Proof. Assume $B\neq\{0\}$, for otherwise the result holds vacuously. Let $C$ denote the convex hull of the set $\{y\in B: \|y\|=1\}$. Note that $C$ is nonempty, convex, and compact (the convex hull of a compact set in $\mathbb{R}^n$ is compact, see here). I claim that $A$ and $C$ are disjoints. Since $A\cap C\subset \{0\}$, assume by contradiction that $0\in C$. Then $0$ can be written as a convex combination of unit vectors from $B$:
$$0=\sum^n_{i=1}\lambda_i y_i, \quad \lambda_i\geq0 \text{ for each $i$,} \quad \sum_{i=1}^n\lambda_i=1$$
Choose any $k$ with $\lambda_k\neq 0$ and rearrange the above to get
$$\lambda_ky_k=-\sum_{i=1, i\neq k}^n\lambda_iy_i$$
Since $B$ is a convex cone, the LHS is an element of $B$ and the RHS is an element of $-B$. Therefore $\lambda_ky_k \in B\cap (-B)$. But $\lambda_ky_k$ is nonzero and $B\cap (-B)$ is a subspace contained in $B$, a contradiction. Therefore $A$ and $C$ are disjoints.

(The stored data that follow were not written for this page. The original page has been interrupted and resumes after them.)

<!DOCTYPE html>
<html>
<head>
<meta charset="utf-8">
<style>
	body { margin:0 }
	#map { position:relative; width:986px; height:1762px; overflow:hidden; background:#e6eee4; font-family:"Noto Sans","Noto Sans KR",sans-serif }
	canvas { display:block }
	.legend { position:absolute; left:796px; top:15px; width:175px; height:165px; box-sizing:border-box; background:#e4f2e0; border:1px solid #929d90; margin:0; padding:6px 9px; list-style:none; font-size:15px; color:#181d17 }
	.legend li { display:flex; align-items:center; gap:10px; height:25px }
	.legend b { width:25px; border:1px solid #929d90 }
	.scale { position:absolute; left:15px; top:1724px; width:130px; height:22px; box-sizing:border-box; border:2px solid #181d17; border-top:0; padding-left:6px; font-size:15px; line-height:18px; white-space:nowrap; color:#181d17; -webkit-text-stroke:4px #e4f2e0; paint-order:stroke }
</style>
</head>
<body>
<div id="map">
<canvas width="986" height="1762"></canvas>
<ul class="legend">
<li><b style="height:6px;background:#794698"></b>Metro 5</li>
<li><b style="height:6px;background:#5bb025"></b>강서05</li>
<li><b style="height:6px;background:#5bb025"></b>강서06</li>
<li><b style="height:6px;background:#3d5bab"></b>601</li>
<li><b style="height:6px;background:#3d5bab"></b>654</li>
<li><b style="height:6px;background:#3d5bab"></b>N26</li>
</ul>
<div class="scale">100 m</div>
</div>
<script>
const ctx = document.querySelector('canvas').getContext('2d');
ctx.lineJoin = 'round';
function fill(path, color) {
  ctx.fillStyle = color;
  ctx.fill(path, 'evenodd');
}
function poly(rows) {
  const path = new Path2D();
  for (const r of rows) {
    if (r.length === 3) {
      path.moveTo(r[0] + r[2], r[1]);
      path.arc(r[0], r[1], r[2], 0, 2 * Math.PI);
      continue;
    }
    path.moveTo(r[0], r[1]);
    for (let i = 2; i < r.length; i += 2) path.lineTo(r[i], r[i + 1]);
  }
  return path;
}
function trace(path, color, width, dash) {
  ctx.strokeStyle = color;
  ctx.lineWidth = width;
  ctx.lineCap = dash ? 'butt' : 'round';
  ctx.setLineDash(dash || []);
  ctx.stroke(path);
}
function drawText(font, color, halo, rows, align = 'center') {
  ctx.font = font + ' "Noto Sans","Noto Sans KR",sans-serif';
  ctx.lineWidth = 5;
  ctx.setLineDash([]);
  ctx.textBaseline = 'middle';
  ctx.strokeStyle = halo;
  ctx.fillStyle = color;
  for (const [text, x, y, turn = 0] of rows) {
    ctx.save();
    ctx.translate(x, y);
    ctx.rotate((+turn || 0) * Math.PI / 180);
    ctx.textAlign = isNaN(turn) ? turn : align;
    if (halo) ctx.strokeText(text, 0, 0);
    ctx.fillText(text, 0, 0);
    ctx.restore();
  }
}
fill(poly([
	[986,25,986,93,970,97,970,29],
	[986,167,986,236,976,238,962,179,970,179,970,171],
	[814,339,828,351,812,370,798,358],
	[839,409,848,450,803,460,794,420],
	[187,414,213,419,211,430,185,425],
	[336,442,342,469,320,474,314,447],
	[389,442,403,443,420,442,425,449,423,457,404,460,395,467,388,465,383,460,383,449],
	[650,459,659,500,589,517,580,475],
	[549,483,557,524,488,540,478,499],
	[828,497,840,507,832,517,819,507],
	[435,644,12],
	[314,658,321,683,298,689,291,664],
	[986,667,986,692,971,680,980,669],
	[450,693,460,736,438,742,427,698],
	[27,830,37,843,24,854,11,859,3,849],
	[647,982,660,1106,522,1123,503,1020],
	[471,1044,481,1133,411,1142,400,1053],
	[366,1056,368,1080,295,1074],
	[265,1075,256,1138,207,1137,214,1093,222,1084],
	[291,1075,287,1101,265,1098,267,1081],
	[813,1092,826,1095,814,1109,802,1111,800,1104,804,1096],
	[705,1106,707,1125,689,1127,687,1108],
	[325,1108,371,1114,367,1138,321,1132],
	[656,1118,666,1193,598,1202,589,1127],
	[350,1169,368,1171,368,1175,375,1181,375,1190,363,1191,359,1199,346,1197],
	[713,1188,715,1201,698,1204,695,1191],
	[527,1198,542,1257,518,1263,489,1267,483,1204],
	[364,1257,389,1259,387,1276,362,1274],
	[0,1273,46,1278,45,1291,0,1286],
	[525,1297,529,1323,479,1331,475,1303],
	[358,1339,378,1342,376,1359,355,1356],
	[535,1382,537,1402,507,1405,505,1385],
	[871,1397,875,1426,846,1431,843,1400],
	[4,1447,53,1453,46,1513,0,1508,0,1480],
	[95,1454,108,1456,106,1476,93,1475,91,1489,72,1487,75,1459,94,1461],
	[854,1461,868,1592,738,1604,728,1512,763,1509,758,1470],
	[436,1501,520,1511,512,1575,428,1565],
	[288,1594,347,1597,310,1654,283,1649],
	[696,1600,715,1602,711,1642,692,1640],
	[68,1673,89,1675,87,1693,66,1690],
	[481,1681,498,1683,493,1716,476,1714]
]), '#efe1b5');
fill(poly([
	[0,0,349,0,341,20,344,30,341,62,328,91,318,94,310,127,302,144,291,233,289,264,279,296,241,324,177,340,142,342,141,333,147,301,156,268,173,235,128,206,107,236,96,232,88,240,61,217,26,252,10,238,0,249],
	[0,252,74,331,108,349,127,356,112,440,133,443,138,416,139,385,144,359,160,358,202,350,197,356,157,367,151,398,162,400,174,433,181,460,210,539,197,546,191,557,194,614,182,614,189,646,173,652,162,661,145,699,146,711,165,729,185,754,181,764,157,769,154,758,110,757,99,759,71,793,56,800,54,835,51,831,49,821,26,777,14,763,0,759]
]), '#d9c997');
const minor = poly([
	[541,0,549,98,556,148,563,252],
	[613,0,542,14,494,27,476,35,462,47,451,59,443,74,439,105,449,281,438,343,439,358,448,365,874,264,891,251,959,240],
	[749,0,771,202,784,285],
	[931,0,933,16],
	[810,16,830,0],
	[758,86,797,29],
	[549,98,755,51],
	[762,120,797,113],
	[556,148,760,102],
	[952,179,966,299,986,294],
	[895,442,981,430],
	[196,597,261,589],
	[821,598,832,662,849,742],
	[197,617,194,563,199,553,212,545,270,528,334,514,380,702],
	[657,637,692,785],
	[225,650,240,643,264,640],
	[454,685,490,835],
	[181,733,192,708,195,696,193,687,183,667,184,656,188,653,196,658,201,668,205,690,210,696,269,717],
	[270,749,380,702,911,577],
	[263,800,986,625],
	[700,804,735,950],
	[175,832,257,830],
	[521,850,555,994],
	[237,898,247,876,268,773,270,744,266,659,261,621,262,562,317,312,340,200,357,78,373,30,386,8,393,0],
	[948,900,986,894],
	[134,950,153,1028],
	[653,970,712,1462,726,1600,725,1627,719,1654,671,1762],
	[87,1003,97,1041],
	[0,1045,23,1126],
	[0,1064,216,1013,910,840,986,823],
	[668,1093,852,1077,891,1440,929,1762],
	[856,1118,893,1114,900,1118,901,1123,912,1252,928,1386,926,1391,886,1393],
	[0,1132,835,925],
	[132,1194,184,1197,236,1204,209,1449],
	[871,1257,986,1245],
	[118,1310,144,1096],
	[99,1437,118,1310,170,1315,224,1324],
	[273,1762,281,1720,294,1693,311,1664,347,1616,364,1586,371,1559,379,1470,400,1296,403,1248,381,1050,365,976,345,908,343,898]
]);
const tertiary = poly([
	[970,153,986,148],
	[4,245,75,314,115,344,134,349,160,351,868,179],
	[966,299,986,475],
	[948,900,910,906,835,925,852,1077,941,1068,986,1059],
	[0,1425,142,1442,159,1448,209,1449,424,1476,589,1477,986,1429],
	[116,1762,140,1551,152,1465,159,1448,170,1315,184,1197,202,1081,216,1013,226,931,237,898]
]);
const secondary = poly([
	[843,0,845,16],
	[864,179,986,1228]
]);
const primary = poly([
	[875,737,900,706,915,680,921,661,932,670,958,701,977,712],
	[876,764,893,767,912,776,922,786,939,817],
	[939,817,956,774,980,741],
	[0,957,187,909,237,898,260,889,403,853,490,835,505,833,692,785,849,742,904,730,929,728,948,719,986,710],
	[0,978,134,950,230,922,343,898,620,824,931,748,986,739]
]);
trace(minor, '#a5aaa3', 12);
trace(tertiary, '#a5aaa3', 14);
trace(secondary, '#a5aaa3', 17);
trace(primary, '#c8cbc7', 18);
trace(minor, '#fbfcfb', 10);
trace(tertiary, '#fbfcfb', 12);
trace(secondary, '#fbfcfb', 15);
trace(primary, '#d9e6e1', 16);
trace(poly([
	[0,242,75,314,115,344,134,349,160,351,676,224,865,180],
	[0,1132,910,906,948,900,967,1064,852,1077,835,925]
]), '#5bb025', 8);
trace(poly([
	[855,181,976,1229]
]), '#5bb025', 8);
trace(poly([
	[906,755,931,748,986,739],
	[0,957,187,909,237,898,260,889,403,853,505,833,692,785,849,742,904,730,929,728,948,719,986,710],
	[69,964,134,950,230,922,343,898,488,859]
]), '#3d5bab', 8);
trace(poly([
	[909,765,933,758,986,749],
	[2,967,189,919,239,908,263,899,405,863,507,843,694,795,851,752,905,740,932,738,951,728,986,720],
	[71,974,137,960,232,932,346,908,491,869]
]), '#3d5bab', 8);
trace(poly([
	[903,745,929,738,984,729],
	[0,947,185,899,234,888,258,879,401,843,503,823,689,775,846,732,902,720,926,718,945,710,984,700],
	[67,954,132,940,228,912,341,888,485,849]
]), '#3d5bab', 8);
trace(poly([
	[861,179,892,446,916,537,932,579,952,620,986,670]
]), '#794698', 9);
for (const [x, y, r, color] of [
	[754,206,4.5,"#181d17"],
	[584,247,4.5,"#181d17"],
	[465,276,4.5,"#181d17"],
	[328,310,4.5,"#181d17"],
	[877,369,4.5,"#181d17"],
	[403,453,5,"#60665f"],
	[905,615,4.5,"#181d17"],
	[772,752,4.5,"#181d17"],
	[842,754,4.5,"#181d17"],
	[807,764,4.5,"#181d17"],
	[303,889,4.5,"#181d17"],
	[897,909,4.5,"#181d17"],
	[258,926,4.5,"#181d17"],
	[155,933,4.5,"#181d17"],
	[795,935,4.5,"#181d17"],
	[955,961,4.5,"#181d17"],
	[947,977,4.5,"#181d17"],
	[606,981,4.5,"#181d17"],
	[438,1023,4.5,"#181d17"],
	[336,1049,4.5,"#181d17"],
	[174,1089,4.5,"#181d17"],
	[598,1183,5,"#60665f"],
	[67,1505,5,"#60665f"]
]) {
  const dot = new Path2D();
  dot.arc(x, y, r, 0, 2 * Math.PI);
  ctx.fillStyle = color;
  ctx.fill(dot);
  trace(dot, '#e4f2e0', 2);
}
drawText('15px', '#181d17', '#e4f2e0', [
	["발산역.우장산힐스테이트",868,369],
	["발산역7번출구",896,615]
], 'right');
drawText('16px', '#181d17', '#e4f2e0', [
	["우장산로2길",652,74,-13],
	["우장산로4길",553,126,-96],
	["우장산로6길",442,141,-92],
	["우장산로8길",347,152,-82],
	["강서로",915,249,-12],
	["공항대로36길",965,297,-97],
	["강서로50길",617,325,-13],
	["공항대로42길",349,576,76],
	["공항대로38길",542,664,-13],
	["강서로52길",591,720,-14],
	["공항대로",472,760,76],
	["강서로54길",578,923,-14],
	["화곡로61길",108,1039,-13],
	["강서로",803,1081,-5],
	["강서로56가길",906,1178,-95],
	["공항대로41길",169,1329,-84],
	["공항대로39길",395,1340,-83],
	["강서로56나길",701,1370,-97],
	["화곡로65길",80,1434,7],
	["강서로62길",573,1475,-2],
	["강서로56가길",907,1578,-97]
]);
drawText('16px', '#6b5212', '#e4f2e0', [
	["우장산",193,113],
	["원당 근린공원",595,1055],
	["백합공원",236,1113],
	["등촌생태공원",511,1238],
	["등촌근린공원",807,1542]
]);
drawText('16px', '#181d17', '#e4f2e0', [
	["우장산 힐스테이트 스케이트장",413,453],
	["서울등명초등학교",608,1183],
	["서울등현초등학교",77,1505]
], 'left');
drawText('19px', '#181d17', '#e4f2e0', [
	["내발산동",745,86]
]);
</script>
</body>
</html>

Now $A$ and $C$ satisfy the conditions of the separating hyperplane theorem (compact version), which means that there exist a nonzero vector $v$ and real numbers $c_1<c_2$ such that
$$\langle x,v \rangle<c_1<c_2< \langle y,v \rangle \quad \quad (1)$$
for all $x\in A$ and $y\in C$. Since $0 \in A$, we have $0<c_1$.

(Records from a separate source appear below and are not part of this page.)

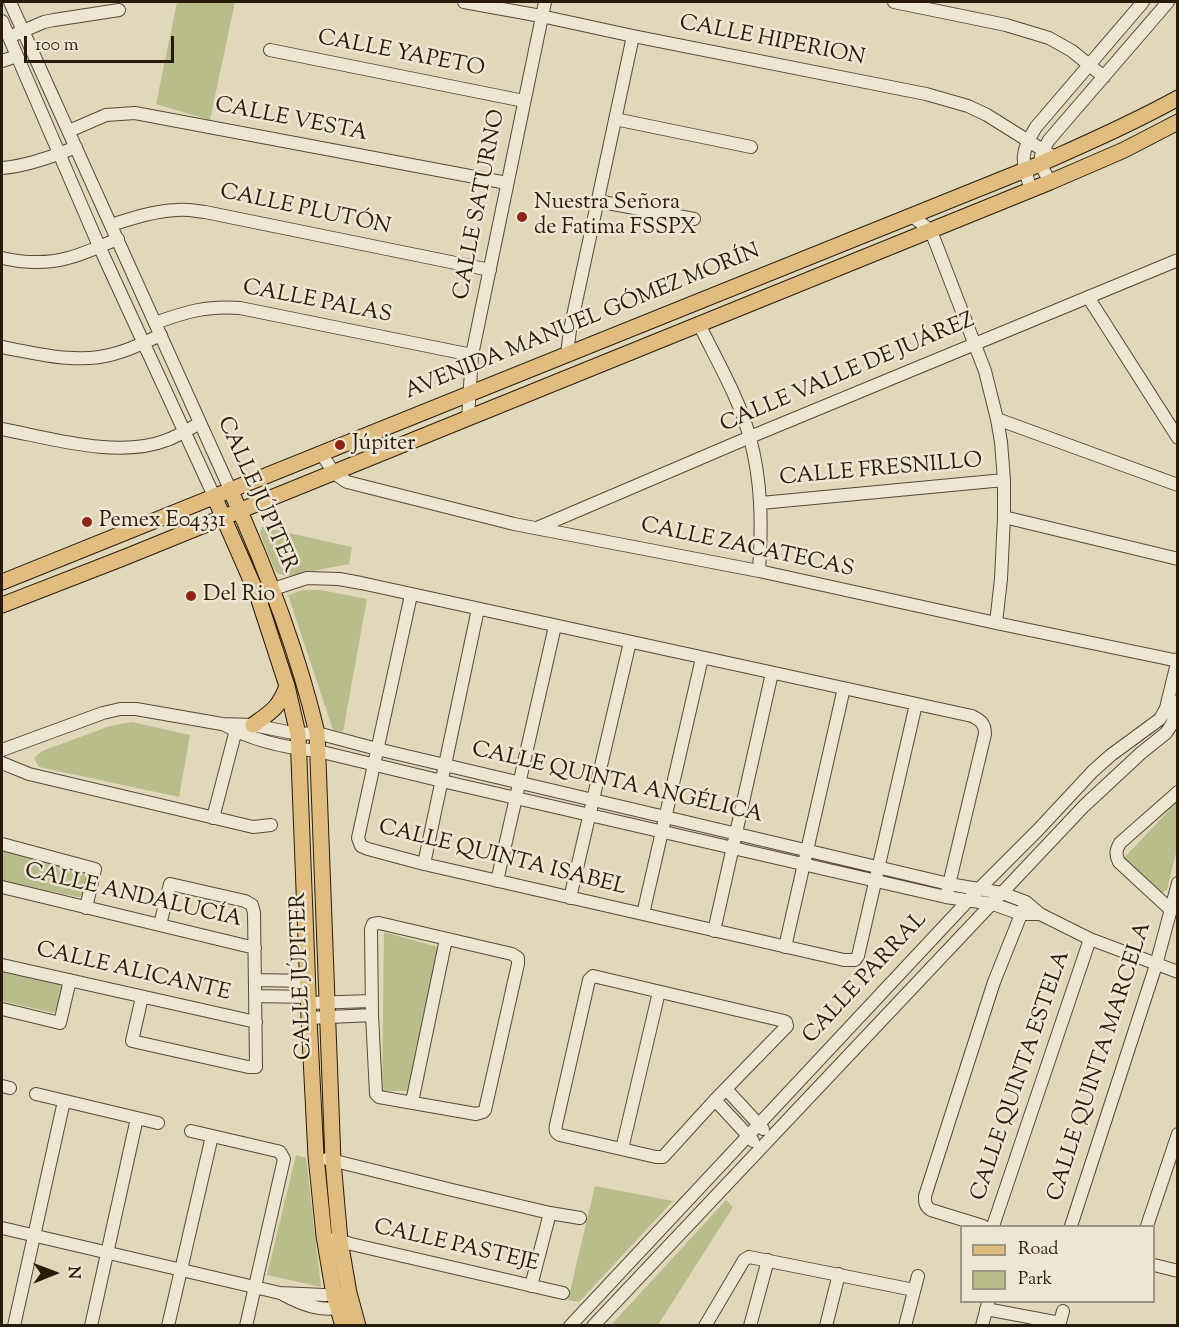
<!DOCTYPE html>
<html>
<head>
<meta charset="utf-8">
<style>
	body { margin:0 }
	#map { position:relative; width:1179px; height:1327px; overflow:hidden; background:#e1d8bc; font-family:"Sorts Mill Goudy",serif }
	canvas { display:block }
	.frame { position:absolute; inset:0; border:3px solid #291b09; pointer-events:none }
	.legend { position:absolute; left:960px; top:1225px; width:195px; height:78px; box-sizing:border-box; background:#ece6d3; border:2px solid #9e9582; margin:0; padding:8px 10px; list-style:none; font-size:18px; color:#291b09 }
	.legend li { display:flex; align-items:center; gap:12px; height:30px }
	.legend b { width:30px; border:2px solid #9e9582 }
	.north { position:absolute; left:24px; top:1243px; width:60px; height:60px; -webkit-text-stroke:4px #ece6d3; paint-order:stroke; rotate:89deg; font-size:16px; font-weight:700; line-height:24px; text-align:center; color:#291b09 }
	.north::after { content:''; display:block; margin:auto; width:21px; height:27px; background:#291b09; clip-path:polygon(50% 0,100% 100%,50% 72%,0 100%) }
	.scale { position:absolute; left:24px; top:36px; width:150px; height:27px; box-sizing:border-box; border:3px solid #291b09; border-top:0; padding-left:8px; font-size:18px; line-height:21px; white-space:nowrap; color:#291b09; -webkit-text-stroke:4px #ece6d3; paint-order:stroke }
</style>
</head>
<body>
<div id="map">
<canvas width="1179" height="1327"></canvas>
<div class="frame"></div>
<ul class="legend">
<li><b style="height:8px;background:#e0bc7e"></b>Road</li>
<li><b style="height:16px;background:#b9bd8c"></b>Park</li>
</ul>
<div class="north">N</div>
<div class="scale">100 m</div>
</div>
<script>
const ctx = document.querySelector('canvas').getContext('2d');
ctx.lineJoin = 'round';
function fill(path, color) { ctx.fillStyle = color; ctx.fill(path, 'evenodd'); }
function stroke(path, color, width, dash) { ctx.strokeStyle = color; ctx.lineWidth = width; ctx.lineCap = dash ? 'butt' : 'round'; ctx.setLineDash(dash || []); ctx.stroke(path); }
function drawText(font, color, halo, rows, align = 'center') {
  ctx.font = font + ' "Sorts Mill Goudy",serif'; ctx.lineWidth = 5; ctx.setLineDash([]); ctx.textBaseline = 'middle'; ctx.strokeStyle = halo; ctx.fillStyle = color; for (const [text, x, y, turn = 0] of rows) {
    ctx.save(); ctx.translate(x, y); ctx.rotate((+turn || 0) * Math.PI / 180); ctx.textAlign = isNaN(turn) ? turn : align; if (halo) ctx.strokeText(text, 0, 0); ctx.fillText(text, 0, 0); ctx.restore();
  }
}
fill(new Path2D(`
	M177,2h58l-25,118 -54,-16z
	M262,527l90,20 -3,17 -61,12 -9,-2 -4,-3 -15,-38z
	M303,590h18l46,9 -24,133 -10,-2 -45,-135z
	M132,722l58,13 -11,62 -140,-30 -5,-9 8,-7 68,-25z
	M1177,802v47l-10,41 -7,4 -38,-34z
	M2,849l85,22c2,8 1,20 -5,26h-4l-76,-15z
	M384,932l61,17 -38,142h-25z
	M2,970l56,13 3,3c1,10 0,20 -7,27l-52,-12z
	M296,1155l10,3 15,129 -54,-12z
	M595,1186l78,15 -94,101 -11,-2z
	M726,1200l7,7 -75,118h-47z`), '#b9bd8c');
const minor = new Path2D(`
	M10,2l220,487
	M464,2l77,14 92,20 293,58 42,12 19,9 67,42
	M894,2l112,23 43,13 23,13 32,26
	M2,21l97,225 115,250
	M16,34l28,-12 10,-2 65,-10
	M270,50l254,51
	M2,61l15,-5
	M615,119l136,28
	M69,131l37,-16 29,-2 372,70
	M2,168c25,-2 50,-11 74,-21
	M1050,182c-11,-20 -14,-22 -1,-42l119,-138
	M1031,190c-9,-29 -12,-36 5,-63l107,-125
	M597,201l97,18
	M911,215l20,16 54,140 12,48 4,23 3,38v37l-3,62 -5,44
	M111,225c22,-7 43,-14 66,-15 9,-1 19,1 28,2l285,58
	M2,258c22,5 44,6 66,0 17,-4 34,-13 50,-19
	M1088,297l90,141
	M155,323c33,-12 51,-17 85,-15l232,47
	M699,324c18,37 40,74 51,114 12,45 12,87 9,133
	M2,347c37,7 78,18 115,6 15,-4 30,-12 44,-18
	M567,354l3,-24 63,-294
	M468,418l4,-63 73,-353
	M997,419l181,66
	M2,429c48,9 117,30 165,11 11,-4 22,-11 33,-17
	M321,453l13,20 13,9 167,42 245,47 237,52 182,38
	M761,503l243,-23
	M1004,517l174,42
	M537,528l213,-91 428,-177
	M264,592l43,-14 32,1 22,4 611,133c8,4 13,7 13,18l-39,163
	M411,595l-53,243 3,8 7,3 56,15 420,96h11l3,-4 58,-252
	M223,724c28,16 63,24 95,27l124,30 504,116 47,7 28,10h19
	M2,750l101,-37 17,-4h16l86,15 31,1 45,9 19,-1 60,16 572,135 53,9 24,9 14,12 50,25 88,33
	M2,763l27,11 224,53 18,-2
	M213,818l24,-92
	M2,844l93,25 -9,39
	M424,864l54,-255
	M497,881l58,-255
	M2,887l253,61
	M570,898l60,-256
	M1171,910l-52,-48c-4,-8 -3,-12 1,-19l58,-51
	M643,914l59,-256
	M379,923l133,31 6,4v6l-33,146 -2,2 -7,2 -97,-17 -3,-3 -4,-79 -1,-86 2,-5z
	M714,931l58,-258
	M785,947l59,-259
	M2,965l254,57
	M593,976l191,45 2,1 1,4 -72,74 -52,57h-7l-96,-22c-5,-3 -5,-5 -4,-10l33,-145z
	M255,980l53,1
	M255,996l53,1
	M142,997l-10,44 116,26h8l-2,-154 -2,-8 -7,-4 -75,-17 -10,41
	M309,1003l63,-2
	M2,1009l58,14 10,-43
	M309,1018l63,-3
	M2,1086l8,2
	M726,1089l37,40
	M36,1094l122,29
	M715,1100l38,41
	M412,1102l34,-163
	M191,1131l86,20 3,1 4,7 -38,167
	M622,1149l37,-157
	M327,1159l121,30 102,24 30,5
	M983,1226l-52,-16c-6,-4 -6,-7 -6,-14l69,-214 30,-75
	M993,1226l97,-287
	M1071,1226l85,-261 22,-82
	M1147,1226l31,-92
	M2,1228l278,65 44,2 17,-1
	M334,1239l17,5 212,49
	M1154,1265l24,6
	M531,1286l19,-73
	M284,1295c19,10 37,17 60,12
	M986,1309l74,14
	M14,1326l50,-225
	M91,1326l46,-208
	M168,1326l44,-190
	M570,1326l409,-437 59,-59 55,-59 18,-16 49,-36 6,-11 12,-49
	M593,1326l491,-520 57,-53 25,-20 6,-9 6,-23
	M705,1326l39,-66 5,-3 165,33
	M750,1326l18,-66
	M826,1326l13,-52
	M905,1326l13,-50
	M982,1326l6,-23
	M1059,1326l4,-15`);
const major = new Path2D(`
	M230,489c36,79 67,159 87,244l16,428 7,80 9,52 9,33
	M214,496l43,98 30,92 11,48 11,284 7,138 8,80 10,59 9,31
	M2,582l1038,-418c47,-21 93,-41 138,-66
	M2,605l121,-47 927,-376 74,-32 54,-28
	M253,725c18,-13 26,-17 34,-39`);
stroke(minor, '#574a36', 14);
stroke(major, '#291b09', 17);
stroke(minor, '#ece6d3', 12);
stroke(major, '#e0bc7e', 15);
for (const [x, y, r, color] of [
	[522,217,6,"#8f2418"],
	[340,445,6,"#8f2418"],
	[87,522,6,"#8f2418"],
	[191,596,6,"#8f2418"]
]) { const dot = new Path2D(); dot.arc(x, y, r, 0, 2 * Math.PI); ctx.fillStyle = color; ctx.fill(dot); stroke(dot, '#ece6d3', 2); }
drawText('22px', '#291b09', '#ece6d3', [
	["CALLE HIPERION",772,42,11],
	["CALLE YAPETO",401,55,11],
	["CALLE VESTA",291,121,11],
	["CALLE SATURNO",481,205,-79],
	["CALLE PLUTÓN",305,211,12],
	["CALLE PALAS",317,303,11],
	["AVENIDA MANUEL GÓMEZ MORÍN",583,323,-22],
	["CALLE VALLE DE JUÁREZ",848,374,-23],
	["CALLE FRESNILLO",881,471,-5],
	["CALLE JÚPITER",256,495,66],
	["CALLE ZACATECAS",747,549,12],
	["CALLE QUINTA ANGÉLICA",617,784,13],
	["CALLE QUINTA ISABEL",502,859,14],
	["CALLE ANDALUCÍA",133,897,13],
	["CALLE ALICANTE",133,973,13],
	["CALLE JÚPITER",303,976,-92],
	["CALLE PARRAL",866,979,-47],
	["CALLE QUINTA MARCELA",1101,1062,-72],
	["CALLE QUINTA ESTELA",1022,1076,-71],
	["CALLE PASTEJE",456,1247,13]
]);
drawText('22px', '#291b09', '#ece6d3', [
	["Nuestra Señora",534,204],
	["de Fatima FSSPX",534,229],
	["Júpiter",352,445],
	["Pemex E04331",99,522],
	["Del Rio",203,596]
], 'left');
</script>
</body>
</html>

Let $x\in A$ and $\lambda>0$. Since $A$ is a cone, from $(1)$ we obtain
$$\langle \lambda x,v \rangle<c_1 \iff \langle x,v \rangle<\frac{1}{\lambda}c_1$$
Letting $\lambda\to\infty$ yields $\langle x,v \rangle\leq 0$. Hence $\langle x ,v \rangle\leq 0$ for all $x\in A$.
Let $y\in B$ be nonzero. Then $y=\lambda z$ for some $\lambda>0$ and $z\in C$, and from $(1)$ we obtain
$$0<\lambda c_2< \lambda \langle z,v \rangle =\langle y,v \rangle $$
Hence $\langle y ,v \rangle >0$ for all nonzero $y\in B$.
Am I missing something? Thanks a lot for your help.